WHAT YOU NEED TO DO: Copy each line of the entries that contains the word "webkit".

(Source data)
____________________

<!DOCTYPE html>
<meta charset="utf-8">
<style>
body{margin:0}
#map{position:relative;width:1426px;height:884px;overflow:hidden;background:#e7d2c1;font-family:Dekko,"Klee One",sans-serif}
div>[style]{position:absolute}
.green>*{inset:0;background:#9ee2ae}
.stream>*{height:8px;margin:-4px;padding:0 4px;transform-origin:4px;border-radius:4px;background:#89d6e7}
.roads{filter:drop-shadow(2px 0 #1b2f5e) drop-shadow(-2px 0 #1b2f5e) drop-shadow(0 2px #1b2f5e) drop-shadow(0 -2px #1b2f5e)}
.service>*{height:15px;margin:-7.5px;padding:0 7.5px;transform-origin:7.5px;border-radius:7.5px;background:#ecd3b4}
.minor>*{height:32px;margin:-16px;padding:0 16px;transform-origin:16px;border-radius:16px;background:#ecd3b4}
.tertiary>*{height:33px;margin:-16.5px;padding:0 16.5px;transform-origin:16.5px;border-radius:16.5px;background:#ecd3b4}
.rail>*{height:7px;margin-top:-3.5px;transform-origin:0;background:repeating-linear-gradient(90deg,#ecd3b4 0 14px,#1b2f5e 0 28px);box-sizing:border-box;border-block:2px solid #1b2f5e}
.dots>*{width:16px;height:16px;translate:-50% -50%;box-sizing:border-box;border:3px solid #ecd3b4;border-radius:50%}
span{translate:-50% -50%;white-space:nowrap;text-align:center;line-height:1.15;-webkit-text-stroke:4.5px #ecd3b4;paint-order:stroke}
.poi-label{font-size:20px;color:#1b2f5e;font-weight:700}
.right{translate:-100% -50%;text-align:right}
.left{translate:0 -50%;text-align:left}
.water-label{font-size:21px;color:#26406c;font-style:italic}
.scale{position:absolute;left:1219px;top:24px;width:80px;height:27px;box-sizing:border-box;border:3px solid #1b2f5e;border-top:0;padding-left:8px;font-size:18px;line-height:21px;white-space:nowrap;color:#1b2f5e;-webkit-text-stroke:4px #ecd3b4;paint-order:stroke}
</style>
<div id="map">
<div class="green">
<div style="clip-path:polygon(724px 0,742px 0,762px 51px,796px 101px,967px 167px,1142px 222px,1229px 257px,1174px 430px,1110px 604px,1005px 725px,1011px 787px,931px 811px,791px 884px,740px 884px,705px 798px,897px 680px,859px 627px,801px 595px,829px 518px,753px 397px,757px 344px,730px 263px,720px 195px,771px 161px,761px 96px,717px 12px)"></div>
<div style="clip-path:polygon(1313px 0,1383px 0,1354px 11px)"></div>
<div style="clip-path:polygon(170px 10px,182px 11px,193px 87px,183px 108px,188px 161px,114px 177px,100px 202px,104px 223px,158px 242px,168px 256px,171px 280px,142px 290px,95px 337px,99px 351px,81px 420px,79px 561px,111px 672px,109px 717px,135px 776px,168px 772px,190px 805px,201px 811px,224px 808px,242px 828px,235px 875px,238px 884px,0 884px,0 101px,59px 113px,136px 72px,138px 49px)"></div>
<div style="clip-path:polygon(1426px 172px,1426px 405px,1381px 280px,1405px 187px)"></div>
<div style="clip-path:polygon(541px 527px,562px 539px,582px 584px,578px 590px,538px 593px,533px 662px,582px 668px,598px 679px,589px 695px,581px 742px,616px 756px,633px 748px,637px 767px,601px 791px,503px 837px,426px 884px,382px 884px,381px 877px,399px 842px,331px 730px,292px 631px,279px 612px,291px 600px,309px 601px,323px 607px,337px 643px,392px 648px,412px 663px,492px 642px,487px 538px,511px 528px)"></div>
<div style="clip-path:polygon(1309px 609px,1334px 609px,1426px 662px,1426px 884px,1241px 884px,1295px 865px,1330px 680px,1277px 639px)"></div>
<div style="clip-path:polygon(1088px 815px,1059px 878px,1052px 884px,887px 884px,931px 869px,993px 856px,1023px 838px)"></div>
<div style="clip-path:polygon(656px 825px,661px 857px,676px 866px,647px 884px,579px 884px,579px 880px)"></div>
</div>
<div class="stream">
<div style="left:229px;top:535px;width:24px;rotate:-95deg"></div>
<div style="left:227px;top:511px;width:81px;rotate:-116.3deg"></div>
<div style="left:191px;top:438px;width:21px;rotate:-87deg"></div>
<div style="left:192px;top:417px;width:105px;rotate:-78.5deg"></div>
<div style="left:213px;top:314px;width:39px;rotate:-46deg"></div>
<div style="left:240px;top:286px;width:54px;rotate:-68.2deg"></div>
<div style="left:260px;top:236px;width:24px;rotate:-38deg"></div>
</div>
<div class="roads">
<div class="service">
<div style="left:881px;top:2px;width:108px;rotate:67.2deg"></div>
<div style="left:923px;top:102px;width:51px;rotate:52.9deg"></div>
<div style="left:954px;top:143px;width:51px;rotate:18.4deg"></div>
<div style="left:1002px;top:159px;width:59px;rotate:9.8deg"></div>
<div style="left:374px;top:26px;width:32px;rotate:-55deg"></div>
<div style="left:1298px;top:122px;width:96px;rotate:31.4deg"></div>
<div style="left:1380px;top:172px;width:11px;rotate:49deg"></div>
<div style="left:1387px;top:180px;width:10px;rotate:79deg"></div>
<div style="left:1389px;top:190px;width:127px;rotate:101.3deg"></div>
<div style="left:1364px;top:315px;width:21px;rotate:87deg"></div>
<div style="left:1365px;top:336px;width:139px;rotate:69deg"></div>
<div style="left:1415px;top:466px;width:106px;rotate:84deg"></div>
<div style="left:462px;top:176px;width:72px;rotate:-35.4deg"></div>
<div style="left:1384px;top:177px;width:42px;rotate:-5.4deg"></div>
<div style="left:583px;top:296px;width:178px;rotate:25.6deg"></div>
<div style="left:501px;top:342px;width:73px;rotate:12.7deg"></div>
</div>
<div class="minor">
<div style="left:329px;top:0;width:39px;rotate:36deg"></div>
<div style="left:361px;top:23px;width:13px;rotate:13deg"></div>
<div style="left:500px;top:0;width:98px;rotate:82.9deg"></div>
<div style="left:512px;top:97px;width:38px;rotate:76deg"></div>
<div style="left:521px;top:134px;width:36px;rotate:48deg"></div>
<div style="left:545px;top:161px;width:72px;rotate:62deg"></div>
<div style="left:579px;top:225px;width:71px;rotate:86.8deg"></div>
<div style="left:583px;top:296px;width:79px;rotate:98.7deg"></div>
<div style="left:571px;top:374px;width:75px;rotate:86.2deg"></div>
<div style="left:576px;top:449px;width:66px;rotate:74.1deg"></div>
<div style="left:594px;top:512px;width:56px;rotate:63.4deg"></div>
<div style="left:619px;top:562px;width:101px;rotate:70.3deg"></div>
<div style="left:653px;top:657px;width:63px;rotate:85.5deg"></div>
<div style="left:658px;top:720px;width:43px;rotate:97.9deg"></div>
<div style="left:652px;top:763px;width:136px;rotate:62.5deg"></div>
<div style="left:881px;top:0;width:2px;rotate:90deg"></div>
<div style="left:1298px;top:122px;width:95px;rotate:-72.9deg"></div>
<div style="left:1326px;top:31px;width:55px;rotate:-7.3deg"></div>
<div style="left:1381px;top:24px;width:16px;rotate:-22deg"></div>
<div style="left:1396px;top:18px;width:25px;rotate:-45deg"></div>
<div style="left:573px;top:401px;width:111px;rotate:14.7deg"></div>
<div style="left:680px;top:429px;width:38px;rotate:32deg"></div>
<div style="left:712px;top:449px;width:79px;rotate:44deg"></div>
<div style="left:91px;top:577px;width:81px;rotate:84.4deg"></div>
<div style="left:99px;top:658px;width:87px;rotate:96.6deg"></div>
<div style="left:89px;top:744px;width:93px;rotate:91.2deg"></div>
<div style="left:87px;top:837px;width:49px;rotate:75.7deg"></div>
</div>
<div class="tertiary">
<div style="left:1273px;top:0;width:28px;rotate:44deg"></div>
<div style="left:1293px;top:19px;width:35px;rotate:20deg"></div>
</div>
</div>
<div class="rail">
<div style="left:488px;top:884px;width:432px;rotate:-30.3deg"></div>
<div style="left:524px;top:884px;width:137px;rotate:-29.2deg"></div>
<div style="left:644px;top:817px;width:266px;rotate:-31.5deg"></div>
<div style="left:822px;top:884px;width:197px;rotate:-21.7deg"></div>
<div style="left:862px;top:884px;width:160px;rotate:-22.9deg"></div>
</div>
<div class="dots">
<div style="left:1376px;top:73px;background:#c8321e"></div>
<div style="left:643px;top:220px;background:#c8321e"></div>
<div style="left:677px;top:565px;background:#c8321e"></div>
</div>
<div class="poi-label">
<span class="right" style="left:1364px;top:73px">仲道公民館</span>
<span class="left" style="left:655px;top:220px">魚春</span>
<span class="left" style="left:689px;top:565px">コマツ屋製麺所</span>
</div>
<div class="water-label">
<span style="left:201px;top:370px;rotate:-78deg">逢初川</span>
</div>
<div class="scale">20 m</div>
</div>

____________________

SOLVED EXERCISE:
span{translate:-50% -50%;white-space:nowrap;text-align:center;line-height:1.15;-webkit-text-stroke:4.5px #ecd3b4;paint-order:stroke}
.scale{position:absolute;left:1219px;top:24px;width:80px;height:27px;box-sizing:border-box;border:3px solid #1b2f5e;border-top:0;padding-left:8px;font-size:18px;line-height:21px;white-space:nowrap;color:#1b2f5e;-webkit-text-stroke:4px #ecd3b4;paint-order:stroke}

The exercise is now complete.